A key financier of Dakota Plains Holdings claims the Wayzata-based oil services company and two of its top executives defrauded him in connection with a loan arrangement that is now at the center of a federal securities investigation.
Ryan Gilbertson, head of Wayzata-based private equity outfit Northern Capital Partners, sued Dakota Plains late Wednesday in Hennepin County District Court, also naming as defendants Dakota’s recently departed CEO Craig McKenzie and its general counsel, Jim Thornton.
The U.S. Securities and Exchange Commission is investigating possible manipulation of Dakota Plains’ shares when the firm went public in March 2012. Dakota Plains runs an oil loading terminal in North Dakota and is also involved in transporting sand used in fracking.
The company’s shares popped to $12 in the first few weeks of trading. But they faded, and are worth just a penny today — wreckage from the U.S. oil bust.
When Dakota Plains went public, Gilbertson was president of Wayzata-based Northern Oil & Gas, which invests in oil leases in North Dakota. Gilbertson and Michael Reger, the recently ousted CEO of Northern Oil, helped start Dakota Plains. Both participated in a multimillion-dollar loan package to the company. Noteholders received bonuses based on Dakota Plains’ share price during the first 20 days after the stock began trading, the Star Tribune reported in December.
In the lawsuit, Gilbertson said that in exchange for funds he provided Dakota Plains, the company agreed to make payments to him based on its stock price in its initial 20 days of trading, according to the lawsuit. Gilbertson claims, though, that he never enforced provisions requiring the company to make additional cash payments based on share price.
Instead, Gilbertson voluntarily extended the maturity date of his loan to Dakota and twice agreed to restructure it, reducing the amount of payments he would have received by more than $5 million, the suit said.

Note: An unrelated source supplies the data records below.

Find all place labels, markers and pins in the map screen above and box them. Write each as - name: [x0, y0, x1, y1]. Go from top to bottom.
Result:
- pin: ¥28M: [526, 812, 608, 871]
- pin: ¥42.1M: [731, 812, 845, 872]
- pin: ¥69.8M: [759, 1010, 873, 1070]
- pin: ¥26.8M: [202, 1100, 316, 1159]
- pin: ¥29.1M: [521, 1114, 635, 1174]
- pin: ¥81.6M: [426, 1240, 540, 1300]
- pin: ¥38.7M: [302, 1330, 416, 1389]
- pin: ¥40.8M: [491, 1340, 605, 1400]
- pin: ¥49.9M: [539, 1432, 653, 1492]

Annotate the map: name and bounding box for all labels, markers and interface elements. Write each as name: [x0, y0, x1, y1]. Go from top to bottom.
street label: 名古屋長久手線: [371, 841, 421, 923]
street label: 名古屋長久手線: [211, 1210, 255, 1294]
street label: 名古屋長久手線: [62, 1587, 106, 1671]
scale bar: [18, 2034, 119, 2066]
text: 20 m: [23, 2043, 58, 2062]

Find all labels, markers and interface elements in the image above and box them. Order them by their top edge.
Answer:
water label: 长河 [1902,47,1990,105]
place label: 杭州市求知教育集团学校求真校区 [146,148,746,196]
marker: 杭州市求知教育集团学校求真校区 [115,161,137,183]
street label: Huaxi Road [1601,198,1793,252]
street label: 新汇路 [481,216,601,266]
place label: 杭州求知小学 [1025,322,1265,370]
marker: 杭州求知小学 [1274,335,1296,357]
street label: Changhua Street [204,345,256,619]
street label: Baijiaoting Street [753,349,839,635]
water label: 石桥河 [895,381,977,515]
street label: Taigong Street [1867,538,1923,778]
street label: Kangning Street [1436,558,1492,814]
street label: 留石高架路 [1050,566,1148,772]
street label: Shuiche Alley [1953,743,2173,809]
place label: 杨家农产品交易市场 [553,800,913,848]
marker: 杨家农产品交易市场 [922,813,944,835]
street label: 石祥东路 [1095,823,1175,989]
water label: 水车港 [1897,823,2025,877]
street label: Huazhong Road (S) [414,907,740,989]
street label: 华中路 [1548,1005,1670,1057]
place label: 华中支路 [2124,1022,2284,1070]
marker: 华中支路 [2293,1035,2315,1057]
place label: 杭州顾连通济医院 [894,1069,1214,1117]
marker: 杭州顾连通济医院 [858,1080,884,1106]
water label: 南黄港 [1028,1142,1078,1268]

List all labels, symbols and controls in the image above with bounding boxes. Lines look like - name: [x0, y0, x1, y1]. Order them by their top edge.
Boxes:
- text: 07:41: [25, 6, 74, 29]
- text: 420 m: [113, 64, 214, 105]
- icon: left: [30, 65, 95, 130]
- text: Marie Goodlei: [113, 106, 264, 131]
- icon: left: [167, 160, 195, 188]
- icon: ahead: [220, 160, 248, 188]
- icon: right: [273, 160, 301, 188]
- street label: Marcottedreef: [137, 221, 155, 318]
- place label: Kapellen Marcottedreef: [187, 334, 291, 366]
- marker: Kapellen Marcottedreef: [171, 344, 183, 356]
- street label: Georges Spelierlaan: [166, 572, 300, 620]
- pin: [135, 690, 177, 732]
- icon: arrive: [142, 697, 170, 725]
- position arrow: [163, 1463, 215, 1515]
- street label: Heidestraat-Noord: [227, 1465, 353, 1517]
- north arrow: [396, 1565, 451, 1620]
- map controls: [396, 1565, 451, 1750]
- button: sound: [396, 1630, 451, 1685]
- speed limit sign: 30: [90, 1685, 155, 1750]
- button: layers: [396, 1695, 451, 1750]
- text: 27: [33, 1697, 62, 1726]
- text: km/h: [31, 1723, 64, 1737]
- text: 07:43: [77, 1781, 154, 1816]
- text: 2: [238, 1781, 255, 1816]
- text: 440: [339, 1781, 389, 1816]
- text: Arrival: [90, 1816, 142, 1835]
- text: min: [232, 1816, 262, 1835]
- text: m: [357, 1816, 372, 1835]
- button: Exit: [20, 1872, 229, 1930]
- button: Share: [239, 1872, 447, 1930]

As an “inducement” to the second loan restructuring, Gilbertson claims McKenzie and Thornton told him that an outside law firm had confirmed the loans were “lawful and valid.”
But shortly thereafter, Gilbertson alleges that McKenzie “solicited the SEC to begin an investigation by sending a ‘poison pen’ letter,” the lawsuit said. “McKenzie sent a letter to a governmental agency stating that the loan from [Gilbertson] and other issues violated laws or regulations.”
McKenzie couldn’t be reached for comment. McKenzie, who had been Dakota Plains CEO since February 2013, left that job Monday to “voluntarily assist with the company’s efforts to reduce expenses,” Dakota Plains said in an SEC filing earlier this week. McKenzie remains on the board. Gabe Claypool, the firm’s president, will now also be CEO.
Claypool and Thornton did not return calls from the Star Tribune Thursday.
The SEC’s investigation “arises out of and is connected with” the loan agreement between Gilbertson and Dakota Plains, the lawsuit said. Due to the investigation, Gilbertson says, he has “incurred significant legal bills,” and Dakota Plains has refused to honor an indemnification requirement. By not indemnifying Gilbertson’s legal expenses, the company has breached its contract with him, the suit claims.
Gilbertson has not been accused of any wrongdoing by the SEC. Reger notified his employer, Northern Oil, on Aug. 11 that he had received a “Wells notice” from the SEC saying the agency was pursuing an enforcement action against him for possibly violating securities laws. Reger was fired by Northern Oil a few days later, though he has sued his old employer for wrongful termination.
Dakota Plains has said it is not the target of the SEC investigation.